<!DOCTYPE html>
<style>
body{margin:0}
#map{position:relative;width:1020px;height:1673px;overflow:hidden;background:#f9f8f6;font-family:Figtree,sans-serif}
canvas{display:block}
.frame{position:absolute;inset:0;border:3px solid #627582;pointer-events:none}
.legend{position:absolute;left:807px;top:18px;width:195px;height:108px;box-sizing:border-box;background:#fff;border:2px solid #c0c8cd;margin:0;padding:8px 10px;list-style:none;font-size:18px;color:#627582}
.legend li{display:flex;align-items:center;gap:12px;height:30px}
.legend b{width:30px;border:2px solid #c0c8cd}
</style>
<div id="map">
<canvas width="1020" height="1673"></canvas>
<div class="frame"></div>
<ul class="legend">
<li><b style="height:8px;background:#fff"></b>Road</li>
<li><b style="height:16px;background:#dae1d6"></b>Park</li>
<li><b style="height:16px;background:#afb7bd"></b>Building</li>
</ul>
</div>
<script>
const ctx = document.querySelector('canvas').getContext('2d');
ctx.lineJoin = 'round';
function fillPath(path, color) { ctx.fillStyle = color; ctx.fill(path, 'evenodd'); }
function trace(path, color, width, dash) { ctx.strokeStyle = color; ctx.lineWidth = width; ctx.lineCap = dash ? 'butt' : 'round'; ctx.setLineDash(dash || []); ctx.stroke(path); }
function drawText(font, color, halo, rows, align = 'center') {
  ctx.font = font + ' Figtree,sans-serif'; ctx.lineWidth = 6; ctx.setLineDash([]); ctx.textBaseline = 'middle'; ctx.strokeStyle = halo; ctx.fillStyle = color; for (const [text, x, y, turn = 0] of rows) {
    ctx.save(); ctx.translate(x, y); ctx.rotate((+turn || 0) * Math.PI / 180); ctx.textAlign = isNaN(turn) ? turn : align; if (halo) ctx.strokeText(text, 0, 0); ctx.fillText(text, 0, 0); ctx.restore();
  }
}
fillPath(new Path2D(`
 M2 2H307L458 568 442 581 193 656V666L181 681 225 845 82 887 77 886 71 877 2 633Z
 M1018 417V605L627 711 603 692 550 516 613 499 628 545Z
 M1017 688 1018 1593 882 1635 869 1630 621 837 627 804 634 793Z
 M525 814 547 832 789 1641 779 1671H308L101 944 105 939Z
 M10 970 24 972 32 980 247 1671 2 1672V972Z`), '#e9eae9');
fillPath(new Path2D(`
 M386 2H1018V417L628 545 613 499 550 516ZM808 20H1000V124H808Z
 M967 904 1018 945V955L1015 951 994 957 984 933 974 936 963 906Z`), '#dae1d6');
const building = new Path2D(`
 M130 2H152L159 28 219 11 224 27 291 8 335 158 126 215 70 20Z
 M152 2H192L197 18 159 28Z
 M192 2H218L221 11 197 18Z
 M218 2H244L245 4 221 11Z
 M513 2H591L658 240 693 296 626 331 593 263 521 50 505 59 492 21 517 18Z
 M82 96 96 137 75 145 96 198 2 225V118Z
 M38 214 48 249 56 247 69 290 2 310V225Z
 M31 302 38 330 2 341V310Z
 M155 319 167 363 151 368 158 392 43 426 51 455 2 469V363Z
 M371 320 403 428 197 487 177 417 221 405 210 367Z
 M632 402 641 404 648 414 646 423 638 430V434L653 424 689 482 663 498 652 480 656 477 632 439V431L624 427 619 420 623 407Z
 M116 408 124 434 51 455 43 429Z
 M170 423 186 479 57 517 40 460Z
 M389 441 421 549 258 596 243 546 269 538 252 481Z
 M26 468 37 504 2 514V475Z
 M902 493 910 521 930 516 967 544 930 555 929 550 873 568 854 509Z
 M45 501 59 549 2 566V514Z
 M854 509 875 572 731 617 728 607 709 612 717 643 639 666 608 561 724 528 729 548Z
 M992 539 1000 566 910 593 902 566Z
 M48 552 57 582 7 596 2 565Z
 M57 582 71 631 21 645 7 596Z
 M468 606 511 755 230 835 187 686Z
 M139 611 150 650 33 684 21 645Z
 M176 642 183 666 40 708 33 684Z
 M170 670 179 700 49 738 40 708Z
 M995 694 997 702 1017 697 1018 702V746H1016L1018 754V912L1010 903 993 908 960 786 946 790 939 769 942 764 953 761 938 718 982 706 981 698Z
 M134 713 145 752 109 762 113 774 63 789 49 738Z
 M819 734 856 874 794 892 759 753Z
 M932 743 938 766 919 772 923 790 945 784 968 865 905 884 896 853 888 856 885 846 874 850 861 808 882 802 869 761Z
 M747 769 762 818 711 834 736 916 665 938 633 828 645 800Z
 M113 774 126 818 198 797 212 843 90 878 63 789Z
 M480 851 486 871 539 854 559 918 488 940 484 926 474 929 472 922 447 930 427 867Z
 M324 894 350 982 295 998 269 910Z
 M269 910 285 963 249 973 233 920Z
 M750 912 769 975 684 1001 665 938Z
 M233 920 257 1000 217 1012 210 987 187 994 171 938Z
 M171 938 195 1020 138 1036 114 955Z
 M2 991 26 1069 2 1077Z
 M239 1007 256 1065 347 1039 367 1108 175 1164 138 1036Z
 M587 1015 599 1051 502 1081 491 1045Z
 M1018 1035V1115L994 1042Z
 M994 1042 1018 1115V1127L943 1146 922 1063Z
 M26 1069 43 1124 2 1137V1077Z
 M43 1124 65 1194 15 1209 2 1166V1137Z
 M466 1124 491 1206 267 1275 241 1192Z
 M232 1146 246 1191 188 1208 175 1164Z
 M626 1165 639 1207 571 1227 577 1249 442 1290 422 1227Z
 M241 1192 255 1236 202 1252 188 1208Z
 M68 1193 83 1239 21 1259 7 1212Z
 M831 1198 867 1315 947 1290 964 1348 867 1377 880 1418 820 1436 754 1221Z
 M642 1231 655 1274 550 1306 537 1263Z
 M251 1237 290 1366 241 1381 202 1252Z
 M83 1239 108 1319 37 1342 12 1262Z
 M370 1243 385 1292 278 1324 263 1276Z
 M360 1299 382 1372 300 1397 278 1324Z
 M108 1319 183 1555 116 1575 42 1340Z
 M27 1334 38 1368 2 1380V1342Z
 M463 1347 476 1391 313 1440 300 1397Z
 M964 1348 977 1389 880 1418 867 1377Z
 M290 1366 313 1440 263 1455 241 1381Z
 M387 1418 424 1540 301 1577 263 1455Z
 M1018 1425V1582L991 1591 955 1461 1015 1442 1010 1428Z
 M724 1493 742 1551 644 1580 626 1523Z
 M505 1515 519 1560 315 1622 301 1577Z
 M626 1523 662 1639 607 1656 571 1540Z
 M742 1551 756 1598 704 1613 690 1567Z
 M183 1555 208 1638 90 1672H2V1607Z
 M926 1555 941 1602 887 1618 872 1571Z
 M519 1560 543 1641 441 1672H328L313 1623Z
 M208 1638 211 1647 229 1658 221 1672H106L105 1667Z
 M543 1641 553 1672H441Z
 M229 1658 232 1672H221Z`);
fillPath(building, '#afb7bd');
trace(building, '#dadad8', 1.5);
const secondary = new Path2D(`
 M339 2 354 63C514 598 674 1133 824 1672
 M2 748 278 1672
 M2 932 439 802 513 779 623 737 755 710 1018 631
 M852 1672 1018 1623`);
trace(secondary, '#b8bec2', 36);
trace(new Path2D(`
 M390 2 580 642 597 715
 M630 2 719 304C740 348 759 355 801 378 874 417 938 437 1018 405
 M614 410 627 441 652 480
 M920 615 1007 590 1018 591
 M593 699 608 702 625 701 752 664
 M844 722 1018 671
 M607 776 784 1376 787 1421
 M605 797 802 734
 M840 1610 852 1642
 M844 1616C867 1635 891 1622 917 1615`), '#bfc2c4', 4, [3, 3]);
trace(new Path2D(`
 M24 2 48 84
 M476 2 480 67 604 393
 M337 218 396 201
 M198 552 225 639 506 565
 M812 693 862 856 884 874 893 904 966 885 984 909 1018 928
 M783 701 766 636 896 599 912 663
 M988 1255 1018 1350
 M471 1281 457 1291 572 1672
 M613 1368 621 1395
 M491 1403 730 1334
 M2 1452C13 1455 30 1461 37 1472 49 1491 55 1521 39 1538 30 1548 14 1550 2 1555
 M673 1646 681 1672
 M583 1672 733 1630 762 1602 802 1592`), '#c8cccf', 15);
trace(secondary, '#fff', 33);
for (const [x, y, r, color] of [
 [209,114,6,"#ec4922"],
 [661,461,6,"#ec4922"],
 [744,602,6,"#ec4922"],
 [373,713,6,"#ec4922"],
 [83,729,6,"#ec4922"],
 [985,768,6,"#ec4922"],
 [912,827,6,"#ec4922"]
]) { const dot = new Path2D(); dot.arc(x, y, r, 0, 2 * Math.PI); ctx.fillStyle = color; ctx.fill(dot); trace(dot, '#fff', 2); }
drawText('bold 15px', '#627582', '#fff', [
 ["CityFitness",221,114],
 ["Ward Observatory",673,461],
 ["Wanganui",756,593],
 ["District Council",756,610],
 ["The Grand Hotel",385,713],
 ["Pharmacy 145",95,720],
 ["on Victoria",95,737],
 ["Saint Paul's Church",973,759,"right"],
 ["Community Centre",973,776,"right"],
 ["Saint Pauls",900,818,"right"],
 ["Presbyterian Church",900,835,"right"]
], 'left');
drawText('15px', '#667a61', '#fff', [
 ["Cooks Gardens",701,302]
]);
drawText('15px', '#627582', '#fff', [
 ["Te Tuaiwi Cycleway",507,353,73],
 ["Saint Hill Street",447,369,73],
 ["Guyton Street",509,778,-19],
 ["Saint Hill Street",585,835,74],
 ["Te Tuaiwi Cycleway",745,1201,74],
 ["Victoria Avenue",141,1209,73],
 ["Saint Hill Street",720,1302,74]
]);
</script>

^^^^

About this task: In the entries above, some lines hold the string "display". Copy each of them.

Worked solution:
canvas{display:block}
.legend li{display:flex;align-items:center;gap:12px;height:30px}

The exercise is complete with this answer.